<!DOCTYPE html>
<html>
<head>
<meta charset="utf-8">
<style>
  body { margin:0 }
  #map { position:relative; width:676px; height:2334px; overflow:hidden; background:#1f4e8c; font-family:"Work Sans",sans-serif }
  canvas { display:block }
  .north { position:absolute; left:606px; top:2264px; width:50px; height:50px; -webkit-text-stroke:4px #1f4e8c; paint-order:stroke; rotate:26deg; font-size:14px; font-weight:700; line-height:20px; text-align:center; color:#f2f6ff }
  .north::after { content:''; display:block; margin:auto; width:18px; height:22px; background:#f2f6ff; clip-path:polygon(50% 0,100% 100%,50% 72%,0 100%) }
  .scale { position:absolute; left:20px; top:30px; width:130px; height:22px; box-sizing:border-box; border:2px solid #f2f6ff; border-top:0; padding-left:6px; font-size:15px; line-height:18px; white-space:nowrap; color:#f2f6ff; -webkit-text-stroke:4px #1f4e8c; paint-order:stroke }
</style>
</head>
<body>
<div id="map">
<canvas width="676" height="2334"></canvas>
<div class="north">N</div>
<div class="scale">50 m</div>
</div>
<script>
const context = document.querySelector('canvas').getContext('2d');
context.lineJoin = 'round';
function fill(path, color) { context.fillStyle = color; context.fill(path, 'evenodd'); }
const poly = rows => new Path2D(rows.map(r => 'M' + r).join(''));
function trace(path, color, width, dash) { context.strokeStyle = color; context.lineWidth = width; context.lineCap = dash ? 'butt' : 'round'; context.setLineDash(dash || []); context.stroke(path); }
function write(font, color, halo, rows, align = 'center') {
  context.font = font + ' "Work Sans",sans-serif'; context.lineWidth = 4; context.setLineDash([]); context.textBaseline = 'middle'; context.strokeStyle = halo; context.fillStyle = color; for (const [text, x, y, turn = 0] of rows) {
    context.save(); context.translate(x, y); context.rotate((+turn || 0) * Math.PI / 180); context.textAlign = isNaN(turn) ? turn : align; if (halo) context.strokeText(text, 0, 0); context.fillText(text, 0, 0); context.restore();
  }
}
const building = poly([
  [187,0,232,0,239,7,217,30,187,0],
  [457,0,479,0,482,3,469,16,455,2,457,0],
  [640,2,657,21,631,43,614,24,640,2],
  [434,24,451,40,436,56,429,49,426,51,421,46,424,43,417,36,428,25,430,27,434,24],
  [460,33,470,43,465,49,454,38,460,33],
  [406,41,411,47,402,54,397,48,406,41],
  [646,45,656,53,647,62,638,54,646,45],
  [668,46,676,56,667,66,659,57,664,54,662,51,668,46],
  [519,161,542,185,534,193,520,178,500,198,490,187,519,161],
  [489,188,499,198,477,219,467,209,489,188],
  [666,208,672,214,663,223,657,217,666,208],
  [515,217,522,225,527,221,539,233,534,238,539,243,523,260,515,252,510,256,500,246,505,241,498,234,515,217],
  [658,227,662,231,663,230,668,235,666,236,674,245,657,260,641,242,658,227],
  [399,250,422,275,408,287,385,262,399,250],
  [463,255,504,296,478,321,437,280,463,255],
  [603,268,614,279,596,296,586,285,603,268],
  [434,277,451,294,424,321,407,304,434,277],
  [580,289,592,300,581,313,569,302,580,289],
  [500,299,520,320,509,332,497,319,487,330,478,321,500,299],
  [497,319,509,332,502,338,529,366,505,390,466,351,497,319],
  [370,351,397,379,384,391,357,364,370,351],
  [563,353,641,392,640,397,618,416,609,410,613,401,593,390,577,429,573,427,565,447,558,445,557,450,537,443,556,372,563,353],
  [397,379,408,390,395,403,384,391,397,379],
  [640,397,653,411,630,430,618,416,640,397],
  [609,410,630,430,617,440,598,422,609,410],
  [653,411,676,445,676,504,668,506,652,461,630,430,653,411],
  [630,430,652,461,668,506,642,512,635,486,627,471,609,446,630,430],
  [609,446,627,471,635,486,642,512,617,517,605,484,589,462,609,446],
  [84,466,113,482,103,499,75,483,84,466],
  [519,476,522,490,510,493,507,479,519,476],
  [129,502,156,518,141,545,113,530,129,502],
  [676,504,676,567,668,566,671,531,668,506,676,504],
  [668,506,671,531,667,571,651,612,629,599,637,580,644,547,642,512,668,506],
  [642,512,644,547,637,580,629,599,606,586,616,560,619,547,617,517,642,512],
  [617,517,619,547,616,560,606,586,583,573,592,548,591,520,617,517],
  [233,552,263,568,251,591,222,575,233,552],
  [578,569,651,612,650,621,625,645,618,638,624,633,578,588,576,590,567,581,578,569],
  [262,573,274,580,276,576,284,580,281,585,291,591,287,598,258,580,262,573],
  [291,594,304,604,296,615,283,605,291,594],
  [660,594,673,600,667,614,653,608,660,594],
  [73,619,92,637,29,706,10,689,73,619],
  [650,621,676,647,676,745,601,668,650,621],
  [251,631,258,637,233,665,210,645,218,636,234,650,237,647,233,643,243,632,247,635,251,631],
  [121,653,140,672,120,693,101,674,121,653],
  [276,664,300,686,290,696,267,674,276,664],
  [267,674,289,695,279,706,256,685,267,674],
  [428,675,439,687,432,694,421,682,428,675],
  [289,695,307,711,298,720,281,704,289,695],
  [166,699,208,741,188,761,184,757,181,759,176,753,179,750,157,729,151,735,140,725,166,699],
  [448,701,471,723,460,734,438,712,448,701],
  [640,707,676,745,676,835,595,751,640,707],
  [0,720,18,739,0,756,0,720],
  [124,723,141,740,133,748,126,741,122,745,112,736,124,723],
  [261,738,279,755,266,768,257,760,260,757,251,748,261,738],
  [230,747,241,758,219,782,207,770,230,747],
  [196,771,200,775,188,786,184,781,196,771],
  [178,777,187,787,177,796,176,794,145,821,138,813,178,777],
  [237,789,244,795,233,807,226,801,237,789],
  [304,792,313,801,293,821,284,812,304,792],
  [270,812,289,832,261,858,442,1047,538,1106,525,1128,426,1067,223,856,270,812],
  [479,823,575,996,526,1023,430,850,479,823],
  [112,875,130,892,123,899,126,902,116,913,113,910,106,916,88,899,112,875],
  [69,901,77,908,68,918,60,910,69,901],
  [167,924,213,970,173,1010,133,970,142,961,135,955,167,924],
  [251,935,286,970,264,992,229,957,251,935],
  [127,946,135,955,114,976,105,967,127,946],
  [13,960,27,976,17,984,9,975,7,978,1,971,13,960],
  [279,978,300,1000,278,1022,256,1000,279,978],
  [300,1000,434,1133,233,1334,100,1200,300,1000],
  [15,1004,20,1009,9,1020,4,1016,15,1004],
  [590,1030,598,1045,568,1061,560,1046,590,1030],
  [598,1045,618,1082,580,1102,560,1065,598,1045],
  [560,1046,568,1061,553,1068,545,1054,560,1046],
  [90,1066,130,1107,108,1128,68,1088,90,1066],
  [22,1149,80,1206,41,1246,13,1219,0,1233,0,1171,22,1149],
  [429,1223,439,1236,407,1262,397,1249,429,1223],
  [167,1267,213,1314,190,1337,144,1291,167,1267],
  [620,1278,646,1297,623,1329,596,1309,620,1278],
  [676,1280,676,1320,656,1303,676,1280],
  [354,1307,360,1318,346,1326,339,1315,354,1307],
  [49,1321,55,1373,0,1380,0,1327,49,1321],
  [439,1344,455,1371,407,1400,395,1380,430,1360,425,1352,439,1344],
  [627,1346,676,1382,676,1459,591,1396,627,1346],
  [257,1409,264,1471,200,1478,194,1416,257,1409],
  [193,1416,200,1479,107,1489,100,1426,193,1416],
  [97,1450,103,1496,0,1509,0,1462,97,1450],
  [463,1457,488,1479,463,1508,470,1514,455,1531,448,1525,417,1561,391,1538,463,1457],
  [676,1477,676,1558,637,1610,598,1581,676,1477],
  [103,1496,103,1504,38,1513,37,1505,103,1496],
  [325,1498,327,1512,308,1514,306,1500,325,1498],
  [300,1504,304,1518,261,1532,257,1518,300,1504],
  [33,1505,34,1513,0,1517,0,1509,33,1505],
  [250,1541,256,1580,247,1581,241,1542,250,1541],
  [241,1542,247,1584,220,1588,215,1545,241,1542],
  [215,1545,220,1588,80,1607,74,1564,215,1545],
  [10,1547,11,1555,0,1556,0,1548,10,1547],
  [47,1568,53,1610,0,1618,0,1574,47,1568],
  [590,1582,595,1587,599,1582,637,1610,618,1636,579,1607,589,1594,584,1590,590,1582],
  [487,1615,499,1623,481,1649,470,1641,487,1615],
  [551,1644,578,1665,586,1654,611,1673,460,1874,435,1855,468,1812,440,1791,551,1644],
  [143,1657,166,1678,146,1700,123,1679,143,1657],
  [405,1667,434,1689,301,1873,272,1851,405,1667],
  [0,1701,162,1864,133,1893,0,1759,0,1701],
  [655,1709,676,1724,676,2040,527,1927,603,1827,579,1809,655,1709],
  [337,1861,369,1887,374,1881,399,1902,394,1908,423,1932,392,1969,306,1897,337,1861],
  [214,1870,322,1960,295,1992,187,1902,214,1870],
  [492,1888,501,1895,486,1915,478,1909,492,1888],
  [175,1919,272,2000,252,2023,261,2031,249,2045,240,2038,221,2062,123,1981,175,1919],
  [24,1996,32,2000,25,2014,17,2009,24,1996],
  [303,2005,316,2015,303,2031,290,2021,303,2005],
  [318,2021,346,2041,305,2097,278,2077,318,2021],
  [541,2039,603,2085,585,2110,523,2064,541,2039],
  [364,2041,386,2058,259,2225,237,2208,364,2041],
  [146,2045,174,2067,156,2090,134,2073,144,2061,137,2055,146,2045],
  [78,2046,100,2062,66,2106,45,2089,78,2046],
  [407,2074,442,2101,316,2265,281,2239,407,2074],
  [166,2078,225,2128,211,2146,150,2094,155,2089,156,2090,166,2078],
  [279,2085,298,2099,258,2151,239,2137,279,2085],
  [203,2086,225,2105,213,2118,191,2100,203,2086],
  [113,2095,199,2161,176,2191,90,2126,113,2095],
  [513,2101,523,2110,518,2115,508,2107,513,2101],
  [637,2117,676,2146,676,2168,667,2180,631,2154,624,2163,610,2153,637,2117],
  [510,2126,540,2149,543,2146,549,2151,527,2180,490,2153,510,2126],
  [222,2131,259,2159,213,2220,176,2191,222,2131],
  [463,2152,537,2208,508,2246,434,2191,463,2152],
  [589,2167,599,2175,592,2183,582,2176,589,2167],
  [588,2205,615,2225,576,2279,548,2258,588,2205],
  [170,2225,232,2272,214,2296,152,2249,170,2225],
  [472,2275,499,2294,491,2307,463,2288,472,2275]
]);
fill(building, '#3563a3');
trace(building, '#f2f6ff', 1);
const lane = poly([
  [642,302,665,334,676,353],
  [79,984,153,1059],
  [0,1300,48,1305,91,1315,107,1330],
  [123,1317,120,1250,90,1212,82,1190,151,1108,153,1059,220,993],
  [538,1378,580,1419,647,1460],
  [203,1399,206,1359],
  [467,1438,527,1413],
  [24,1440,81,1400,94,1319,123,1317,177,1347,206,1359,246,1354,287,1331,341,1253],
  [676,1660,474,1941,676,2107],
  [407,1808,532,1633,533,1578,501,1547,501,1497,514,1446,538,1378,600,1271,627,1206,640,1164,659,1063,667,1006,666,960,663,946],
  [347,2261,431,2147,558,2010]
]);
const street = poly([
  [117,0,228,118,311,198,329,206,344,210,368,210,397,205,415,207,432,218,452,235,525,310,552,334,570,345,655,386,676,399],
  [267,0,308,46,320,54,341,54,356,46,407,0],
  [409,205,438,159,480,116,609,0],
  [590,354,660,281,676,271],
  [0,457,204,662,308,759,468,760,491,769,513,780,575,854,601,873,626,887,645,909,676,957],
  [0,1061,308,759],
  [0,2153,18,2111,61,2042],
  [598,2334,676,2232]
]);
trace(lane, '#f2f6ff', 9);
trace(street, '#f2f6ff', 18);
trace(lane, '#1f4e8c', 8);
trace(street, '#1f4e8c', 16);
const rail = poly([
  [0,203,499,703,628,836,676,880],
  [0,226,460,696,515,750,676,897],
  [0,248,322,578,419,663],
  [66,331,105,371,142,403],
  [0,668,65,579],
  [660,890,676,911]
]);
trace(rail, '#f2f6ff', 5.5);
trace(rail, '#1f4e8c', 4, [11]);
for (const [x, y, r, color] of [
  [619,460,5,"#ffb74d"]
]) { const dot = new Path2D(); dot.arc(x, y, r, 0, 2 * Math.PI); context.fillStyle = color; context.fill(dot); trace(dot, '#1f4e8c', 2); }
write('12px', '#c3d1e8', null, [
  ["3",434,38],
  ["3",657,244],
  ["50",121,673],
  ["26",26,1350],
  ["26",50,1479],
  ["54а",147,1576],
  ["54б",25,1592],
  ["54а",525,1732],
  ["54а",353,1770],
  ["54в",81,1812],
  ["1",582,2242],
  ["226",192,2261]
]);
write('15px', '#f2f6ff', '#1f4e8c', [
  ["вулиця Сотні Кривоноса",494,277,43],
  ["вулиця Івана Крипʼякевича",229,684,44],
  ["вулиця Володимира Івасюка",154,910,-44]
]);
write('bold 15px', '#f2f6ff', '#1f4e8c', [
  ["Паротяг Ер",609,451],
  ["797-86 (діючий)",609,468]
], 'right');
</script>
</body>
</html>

==================================================

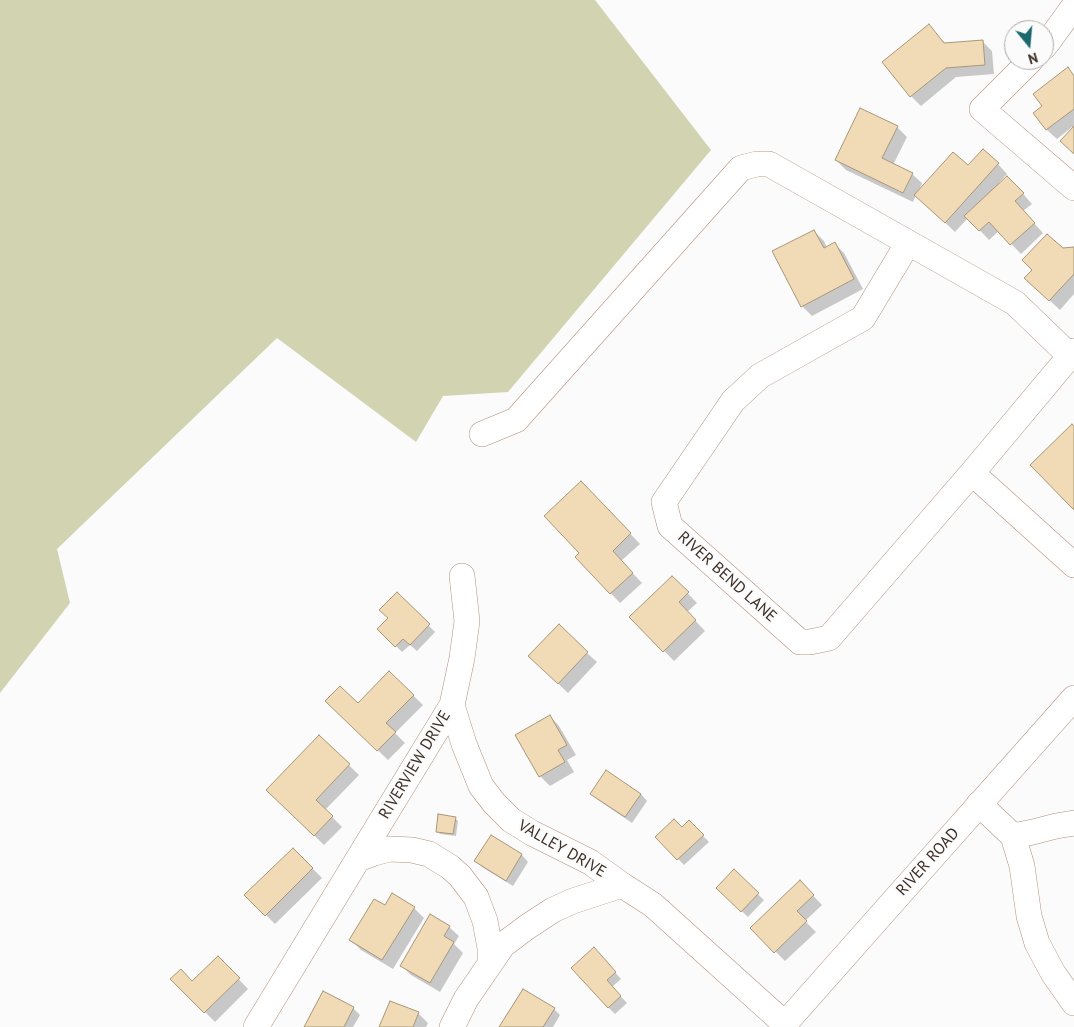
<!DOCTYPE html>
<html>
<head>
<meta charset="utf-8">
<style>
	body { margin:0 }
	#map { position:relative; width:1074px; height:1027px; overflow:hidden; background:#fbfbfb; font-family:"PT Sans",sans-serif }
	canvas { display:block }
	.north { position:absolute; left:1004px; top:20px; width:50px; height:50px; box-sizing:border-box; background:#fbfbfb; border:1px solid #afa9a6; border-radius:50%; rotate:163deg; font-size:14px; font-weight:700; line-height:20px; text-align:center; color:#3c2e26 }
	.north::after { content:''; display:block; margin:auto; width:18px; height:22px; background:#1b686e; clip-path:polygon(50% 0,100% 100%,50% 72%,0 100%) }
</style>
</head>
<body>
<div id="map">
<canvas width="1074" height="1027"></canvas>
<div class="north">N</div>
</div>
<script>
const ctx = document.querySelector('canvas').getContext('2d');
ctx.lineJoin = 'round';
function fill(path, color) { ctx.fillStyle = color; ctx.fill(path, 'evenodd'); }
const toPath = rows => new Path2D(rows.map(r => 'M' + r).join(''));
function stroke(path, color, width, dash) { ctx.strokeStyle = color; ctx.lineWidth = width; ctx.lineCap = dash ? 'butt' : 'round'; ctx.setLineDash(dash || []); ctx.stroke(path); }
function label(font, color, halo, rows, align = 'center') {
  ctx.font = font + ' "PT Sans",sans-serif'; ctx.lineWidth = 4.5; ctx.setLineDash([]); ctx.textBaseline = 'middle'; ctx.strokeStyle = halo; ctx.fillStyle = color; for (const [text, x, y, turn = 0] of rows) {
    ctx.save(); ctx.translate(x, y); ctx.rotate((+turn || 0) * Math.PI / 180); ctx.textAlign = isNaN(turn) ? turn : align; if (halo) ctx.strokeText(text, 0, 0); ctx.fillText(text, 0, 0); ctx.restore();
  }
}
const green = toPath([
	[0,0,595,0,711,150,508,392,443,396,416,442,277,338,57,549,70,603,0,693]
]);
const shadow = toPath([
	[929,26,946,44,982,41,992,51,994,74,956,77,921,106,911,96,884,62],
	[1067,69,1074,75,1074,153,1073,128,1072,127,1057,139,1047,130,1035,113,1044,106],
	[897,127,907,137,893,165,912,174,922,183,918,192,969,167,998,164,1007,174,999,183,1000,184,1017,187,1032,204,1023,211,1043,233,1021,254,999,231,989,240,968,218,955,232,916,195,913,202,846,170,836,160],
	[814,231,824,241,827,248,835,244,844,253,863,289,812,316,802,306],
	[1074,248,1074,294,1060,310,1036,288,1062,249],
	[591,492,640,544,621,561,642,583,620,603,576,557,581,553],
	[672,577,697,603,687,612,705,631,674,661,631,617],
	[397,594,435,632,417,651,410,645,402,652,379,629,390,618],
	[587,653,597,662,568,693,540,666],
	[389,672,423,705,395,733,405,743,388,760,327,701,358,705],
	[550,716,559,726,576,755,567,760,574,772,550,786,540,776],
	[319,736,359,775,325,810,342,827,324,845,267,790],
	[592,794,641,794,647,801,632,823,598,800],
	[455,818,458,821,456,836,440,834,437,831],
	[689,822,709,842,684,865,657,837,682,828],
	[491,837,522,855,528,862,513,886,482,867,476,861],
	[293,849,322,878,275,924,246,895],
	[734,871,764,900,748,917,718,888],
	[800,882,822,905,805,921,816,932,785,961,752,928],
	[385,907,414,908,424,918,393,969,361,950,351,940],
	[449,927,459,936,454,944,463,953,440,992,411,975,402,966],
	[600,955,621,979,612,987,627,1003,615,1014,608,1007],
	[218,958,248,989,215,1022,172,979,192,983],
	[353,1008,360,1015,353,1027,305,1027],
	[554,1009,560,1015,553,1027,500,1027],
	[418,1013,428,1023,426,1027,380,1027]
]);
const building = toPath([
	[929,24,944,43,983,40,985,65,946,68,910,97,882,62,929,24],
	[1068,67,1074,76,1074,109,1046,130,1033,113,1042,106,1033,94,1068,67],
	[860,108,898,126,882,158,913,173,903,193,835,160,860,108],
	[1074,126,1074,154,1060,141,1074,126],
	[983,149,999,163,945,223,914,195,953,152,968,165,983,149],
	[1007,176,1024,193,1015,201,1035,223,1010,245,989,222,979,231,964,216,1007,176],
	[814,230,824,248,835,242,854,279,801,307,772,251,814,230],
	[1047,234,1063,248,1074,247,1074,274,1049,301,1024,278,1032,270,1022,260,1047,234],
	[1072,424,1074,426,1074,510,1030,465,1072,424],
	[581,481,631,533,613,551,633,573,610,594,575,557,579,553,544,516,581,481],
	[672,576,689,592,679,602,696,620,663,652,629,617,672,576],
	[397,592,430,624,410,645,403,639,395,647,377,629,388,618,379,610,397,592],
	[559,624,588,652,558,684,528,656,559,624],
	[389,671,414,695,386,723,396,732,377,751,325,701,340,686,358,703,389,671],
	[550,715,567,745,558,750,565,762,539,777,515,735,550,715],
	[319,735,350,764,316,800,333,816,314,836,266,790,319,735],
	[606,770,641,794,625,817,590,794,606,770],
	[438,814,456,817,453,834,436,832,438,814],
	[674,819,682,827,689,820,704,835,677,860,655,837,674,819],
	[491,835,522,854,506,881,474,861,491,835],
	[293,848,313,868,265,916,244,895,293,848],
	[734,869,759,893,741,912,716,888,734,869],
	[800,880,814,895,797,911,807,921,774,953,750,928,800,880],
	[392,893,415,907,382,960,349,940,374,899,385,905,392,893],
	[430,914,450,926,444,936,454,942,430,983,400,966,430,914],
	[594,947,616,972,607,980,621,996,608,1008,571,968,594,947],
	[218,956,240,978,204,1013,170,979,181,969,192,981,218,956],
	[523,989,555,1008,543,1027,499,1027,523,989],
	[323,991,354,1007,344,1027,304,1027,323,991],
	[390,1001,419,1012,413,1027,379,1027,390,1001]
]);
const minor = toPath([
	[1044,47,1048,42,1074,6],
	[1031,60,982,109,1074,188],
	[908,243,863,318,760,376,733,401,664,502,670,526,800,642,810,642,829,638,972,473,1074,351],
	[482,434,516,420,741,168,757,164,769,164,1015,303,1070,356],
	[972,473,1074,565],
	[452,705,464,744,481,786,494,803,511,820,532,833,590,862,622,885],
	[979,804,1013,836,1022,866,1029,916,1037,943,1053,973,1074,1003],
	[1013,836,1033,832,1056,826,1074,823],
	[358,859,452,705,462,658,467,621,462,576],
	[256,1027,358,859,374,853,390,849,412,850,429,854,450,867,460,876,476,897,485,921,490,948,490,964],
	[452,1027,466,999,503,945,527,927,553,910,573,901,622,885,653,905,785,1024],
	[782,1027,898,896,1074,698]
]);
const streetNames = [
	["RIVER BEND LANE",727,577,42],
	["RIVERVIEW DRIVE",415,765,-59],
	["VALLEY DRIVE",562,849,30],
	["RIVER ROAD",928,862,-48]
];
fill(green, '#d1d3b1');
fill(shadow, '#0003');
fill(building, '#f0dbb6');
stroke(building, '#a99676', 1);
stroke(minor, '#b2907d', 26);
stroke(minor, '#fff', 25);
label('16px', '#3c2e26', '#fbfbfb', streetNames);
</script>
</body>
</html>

==================================================

• Activity:
From the records, copy out each line that includes the string "evenodd".

• Solution to this problem:
function fill(path, color) { context.fillStyle = color; context.fill(path, 'evenodd'); }
function fill(path, color) { ctx.fillStyle = color; ctx.fill(path, 'evenodd'); }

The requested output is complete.